The articles produced under this system were generally called "McClure articles," and they were from the first recognized as authoritative. The preparation of each of these articles entailed, on the writer's part, the accumulation of knowledge and material enough to make a book. The preparation of the seventeen articles that made the Standard Oil series took Miss Tarbell five years. The articles were produced at the rate of about three a year, and cost the magazine about four thousand dollars each. Mr. Steffens averaged about four articles a year, and each article cost us about two thousand dollars. It was my experience that such articles as gave McClure's Magazine its peculiar standing can not be produced by a less expensive method. Of course, subjects that will repay the editor for so expensive a method of presentation are few and important.

Before Mr. Steffens joined the staff of McClure's, we had already engaged as a staff writer Mr. Ray Stannard Baker. While Mr. Baker was working on the Chicago Daily News, we had bought several articles and stories from him, and we found he had the qualities we wanted in our staff writers. It so happened that the January, 1903, number of McClure's, which contained the third article of Miss Tarbell's Standard Oil series, also contained Mr. Steffens' Minneapolis article, and Mr. Baker's article on the anthracite coal strike of 1902.

Thus the origin of what was later called the "muck-raking" movement was accidental. It came from no formulated plan to attack existing institutions, but was the result of merely taking up in the magazine some of the problems that were beginning to interest the people a little before the newspapers and the other magazines took them up.



Discovering New Writers

Miss Viola Roseboro' joined the staff of McClure's as manuscript reader soon after the magazine was started. At one time we had a prize contest for short stories, and so great a number of stories came in that I engaged Miss Roseboro', whom I knew well, to help me read them. This led to a permanent connection. Miss Roseboro' was of great service to the magazine in discovering promising material by unknown writers. She had a singularly open mind toward the manuscript bag, a natural attitude toward stories which is rare in professional readers, who, like everybody else, in time become the victims of their own tastes and their own successes, and are therefore always hunting for the thing they themselves like best, instead of for the thing that new writers are writing best. Miss Roseboro' seized upon the early stories of O. Henry, Jack London, Rex Beach, Myra Kelley, and the "Emmy Lou" stories when their writers were unknown, with as much sureness and conviction as if she had known what the end was to be in each case, and exactly how popular each of these writers was to become.
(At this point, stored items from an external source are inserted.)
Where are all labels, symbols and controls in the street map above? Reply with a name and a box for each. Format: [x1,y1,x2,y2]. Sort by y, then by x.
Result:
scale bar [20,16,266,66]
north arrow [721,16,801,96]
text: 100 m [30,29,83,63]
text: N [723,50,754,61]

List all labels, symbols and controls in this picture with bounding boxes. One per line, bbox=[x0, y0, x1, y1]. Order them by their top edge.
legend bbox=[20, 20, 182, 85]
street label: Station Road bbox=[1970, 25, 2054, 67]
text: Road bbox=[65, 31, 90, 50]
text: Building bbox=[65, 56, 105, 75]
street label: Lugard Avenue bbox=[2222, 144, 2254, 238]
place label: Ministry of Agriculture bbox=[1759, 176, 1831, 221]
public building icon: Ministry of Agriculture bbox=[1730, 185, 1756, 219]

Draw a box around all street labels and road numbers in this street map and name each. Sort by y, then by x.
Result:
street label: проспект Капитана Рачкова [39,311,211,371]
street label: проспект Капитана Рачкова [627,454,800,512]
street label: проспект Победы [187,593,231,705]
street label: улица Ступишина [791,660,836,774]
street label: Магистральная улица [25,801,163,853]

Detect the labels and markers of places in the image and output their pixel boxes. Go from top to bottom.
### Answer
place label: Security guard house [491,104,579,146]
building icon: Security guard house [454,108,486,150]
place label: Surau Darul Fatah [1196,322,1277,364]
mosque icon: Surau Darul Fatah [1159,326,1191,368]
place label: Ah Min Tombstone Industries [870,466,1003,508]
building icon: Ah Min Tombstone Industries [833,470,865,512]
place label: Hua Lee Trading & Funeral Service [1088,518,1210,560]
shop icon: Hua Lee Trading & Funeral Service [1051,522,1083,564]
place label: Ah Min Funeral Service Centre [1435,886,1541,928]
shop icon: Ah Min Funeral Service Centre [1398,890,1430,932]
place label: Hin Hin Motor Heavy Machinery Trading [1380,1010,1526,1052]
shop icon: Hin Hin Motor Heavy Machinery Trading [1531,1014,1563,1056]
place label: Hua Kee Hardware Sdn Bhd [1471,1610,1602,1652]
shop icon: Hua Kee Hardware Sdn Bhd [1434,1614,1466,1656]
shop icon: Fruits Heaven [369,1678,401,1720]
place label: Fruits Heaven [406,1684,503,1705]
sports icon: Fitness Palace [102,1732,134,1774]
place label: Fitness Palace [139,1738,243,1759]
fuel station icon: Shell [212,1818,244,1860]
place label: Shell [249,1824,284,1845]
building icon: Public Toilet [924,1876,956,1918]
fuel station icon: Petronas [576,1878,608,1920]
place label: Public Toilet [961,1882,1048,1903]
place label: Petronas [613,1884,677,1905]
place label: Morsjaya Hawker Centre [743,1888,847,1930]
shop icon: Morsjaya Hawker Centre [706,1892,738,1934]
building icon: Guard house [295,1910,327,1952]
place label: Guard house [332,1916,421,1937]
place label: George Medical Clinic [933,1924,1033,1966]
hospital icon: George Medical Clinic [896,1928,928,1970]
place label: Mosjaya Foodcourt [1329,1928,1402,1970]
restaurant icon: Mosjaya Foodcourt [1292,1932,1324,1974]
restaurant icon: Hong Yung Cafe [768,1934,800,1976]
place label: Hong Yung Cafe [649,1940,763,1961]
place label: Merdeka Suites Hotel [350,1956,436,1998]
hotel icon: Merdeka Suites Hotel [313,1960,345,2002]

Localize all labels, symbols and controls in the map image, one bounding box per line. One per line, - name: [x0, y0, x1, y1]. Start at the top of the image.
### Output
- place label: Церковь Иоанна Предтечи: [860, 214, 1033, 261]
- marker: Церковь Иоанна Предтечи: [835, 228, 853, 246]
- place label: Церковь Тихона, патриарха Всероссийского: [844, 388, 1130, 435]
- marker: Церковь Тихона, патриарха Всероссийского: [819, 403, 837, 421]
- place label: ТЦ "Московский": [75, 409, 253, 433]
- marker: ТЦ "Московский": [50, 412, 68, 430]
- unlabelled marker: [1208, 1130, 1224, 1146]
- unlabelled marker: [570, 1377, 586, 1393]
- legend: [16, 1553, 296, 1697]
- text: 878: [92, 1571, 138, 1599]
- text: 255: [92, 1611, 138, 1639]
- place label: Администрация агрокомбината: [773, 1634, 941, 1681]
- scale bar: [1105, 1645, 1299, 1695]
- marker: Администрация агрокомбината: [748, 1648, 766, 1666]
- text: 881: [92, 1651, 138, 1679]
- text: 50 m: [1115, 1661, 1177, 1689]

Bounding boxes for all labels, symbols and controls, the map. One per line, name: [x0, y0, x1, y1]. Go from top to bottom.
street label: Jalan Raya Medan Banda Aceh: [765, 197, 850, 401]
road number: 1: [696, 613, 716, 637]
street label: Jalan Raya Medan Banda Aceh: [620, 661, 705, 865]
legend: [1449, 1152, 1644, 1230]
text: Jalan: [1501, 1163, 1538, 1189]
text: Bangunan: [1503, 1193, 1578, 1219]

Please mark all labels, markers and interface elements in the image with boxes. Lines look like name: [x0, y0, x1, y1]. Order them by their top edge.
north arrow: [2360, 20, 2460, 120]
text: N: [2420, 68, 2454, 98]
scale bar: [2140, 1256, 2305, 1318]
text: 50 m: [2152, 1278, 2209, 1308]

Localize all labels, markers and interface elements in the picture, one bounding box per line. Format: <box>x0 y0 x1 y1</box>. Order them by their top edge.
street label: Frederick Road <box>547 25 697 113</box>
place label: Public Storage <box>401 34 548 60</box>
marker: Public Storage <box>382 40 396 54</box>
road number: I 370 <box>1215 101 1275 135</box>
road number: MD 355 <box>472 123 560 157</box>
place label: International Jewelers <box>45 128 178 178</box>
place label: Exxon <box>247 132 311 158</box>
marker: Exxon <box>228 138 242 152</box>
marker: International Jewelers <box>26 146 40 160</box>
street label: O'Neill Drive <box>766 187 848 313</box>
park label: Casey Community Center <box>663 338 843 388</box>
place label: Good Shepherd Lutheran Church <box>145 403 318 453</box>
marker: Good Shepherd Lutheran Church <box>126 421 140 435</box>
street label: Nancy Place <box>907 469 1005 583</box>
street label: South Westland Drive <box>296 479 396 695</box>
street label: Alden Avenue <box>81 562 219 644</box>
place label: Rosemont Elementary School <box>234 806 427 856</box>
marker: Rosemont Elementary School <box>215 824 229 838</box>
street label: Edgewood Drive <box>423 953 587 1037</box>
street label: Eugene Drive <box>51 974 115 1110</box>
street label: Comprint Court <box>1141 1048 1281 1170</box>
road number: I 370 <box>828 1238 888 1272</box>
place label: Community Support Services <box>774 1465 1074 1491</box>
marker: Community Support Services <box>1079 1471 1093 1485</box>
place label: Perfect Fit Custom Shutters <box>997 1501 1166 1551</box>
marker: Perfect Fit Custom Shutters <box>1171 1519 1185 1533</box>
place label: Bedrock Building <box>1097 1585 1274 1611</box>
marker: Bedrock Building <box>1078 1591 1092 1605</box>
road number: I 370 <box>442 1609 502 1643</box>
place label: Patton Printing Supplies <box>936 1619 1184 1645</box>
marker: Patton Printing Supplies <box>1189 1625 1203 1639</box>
People often ask me how I got ideas for the magazine. An editor, of course, gets ideas from his interest in what is going on in the world; being interested is a large part of an editor's vocational equipment. Sometimes ideas came about things that were close at hand and easy to procure; sometimes an idea led me a long chase, as in the case of Miss Stone.



The Story of Miss Stone's Capture by Brigands

In the autumn of 1901 the newspapers were full of the capture of Miss Stone, an American missionary in Macedonia, by Bulgarian brigands in the Balkans. The newspaper campaign to raise money to ransom Miss Stone, and the widespread excitement concerning her fate, led the brigands—who were really revolutionists trying to raise money to buy arms to fight the Turks—to think they had captured an American citizen of such importance that they could ask any ransom they chose. They demanded $125,000, and, when this was refused, negotiations ceased, and Miss Stone and her companion, Mme. Tsilka, were unheard of by the world for months. I was in Switzerland with Mrs. McClure when rumors began to reach us that Miss Stone was still alive.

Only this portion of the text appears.